Ensemble Strategies#
What you’ll build
A 6-model ensemble (LinearReg, LightGBM, XGBoost, CatBoost, MLPF, N-HiTS) evaluated with mean, median, and inverse-error weighted-mean strategies, compared on MAE and RMSE to identify when ensembling beats individual models.
Prerequisites
05 - ML Point Forecasting (multi-model setup)
07 - Neural Networks (MLPF, NHiTS)
11 - Hyperparameter Tuning (optional, for tuned component models)
Python: basic statistics
Learning objectives
By the end of this notebook you will be able to:
Explain bias-variance decomposition and why diverse models ensemble better than similar ones
Configure a multi-model
TwigaForecasterwith ML and NN components togetherApply mean, median, and weighted-mean ensemble strategies via
ensemble_strategyDerive the inverse-error weighting formula and implement it manually
Identify when an ensemble adds value and when it is not worth the inference cost
1. Motivation#
A single model can fail for many reasons: a poorly tuned learning rate, a bad random seed, a blind spot in its inductive bias. When several models make uncorrelated errors, averaging them cancels noise and reduces variance - a classic result from the bias-variance decomposition.
The key condition is diversity: if two models fail on exactly the same days, averaging does nothing. When a tree-based model and a neural network fail on different days, their average is better than either alone.
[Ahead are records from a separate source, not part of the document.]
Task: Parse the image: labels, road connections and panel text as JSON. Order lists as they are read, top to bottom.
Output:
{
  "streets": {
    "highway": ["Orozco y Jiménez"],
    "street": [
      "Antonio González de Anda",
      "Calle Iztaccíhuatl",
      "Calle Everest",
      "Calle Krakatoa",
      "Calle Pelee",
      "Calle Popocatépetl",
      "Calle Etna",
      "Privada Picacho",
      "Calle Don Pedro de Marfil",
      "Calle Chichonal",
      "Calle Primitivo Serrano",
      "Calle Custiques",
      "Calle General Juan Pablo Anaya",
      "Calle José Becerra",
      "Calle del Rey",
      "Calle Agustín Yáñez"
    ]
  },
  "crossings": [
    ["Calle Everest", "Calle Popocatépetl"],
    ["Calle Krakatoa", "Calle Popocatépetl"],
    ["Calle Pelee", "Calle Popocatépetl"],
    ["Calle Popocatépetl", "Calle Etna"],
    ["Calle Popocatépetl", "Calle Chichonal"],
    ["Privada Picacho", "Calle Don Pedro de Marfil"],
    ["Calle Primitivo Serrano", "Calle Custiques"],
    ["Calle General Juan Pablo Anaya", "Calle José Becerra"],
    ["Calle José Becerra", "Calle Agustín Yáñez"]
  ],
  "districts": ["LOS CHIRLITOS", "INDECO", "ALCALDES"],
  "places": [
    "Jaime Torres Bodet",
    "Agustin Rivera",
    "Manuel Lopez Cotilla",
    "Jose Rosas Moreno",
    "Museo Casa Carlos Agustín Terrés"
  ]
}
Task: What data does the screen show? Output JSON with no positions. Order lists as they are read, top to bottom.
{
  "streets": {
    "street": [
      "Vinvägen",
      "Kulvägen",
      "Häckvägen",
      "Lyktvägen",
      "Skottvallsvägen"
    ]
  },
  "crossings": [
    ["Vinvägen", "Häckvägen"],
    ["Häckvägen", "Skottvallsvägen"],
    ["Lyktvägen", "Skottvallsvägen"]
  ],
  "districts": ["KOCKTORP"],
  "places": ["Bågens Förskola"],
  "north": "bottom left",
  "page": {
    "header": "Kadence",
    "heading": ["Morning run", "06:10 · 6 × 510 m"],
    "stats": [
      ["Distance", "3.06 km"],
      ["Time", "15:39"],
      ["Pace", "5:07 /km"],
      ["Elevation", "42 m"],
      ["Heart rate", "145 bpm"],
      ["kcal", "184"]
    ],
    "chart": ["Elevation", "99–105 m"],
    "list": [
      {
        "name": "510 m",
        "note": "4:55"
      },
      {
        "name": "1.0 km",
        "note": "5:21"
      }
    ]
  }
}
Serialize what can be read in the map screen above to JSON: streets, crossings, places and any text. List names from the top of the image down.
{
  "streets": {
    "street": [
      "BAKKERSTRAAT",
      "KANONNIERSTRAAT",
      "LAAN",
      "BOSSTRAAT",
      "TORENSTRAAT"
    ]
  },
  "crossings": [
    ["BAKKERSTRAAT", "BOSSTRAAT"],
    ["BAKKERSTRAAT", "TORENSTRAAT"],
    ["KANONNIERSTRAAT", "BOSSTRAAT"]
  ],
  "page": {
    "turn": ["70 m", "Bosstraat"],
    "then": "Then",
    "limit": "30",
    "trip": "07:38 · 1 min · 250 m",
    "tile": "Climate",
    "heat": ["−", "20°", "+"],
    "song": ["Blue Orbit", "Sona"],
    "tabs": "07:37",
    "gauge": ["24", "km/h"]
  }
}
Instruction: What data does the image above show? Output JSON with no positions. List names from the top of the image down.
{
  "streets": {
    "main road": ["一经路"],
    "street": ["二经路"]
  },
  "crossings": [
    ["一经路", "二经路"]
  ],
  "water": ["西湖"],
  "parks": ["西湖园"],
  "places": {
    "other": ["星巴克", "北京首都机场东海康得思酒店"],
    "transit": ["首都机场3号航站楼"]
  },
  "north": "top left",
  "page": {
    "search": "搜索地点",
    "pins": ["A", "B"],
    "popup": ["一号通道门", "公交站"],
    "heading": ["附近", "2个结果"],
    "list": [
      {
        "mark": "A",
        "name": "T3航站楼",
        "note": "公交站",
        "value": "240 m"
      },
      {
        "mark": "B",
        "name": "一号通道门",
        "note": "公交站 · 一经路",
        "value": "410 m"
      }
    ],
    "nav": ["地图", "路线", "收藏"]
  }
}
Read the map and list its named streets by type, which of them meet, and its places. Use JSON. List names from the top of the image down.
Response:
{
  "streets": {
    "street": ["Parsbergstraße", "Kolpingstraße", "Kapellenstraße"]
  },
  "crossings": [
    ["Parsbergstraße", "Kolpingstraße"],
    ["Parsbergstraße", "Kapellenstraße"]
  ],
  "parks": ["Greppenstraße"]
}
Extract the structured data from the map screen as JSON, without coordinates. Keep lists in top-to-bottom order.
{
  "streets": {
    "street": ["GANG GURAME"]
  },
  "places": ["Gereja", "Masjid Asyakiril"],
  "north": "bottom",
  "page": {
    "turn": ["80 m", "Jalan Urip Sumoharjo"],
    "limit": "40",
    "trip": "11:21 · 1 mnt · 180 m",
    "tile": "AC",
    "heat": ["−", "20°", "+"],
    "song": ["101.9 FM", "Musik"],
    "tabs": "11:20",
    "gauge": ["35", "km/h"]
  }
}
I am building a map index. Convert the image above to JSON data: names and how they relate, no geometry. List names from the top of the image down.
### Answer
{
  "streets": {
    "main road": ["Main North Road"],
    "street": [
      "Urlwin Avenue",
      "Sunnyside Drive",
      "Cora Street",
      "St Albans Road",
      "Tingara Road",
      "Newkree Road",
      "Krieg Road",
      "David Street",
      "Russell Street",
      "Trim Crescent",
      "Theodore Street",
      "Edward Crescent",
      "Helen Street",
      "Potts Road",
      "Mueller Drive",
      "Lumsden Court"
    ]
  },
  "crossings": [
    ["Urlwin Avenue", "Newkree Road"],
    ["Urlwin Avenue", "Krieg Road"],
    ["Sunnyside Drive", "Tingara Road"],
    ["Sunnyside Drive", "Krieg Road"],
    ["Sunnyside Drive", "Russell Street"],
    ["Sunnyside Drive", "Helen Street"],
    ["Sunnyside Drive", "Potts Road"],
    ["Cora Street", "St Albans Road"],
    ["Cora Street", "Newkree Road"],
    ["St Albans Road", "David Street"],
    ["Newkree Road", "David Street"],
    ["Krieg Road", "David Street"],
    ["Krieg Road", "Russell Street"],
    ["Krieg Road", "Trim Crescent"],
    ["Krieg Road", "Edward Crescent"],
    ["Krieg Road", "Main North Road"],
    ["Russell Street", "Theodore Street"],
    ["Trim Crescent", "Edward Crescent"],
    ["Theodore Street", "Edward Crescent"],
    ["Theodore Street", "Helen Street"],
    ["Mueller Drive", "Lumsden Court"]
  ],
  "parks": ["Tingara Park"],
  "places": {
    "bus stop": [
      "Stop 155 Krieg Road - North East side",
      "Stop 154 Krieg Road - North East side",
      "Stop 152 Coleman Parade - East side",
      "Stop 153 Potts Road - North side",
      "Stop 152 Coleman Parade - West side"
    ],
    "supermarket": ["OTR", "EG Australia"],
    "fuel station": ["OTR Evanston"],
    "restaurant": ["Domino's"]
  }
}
Rule of thumb: if the pairwise correlation of individual model errors is below ~0.9, an ensemble will likely improve over the best single model.
Key concept - ensemble learning
The bias-variance decomposition tells us that total prediction error = bias² + variance + irreducible noise. A single high-capacity model often has low bias but high variance (it overfits specific training patterns). Averaging multiple models keeps bias low while reducing variance - provided the models make different errors.
This is the “wisdom of crowds” effect: a crowd of diverse, independently reasoning individuals is collectively more accurate than any single expert, even if that expert is slightly better on average. In machine learning terms:
Similar models (same family, same features) share correlated errors → averaging them reduces variance only marginally.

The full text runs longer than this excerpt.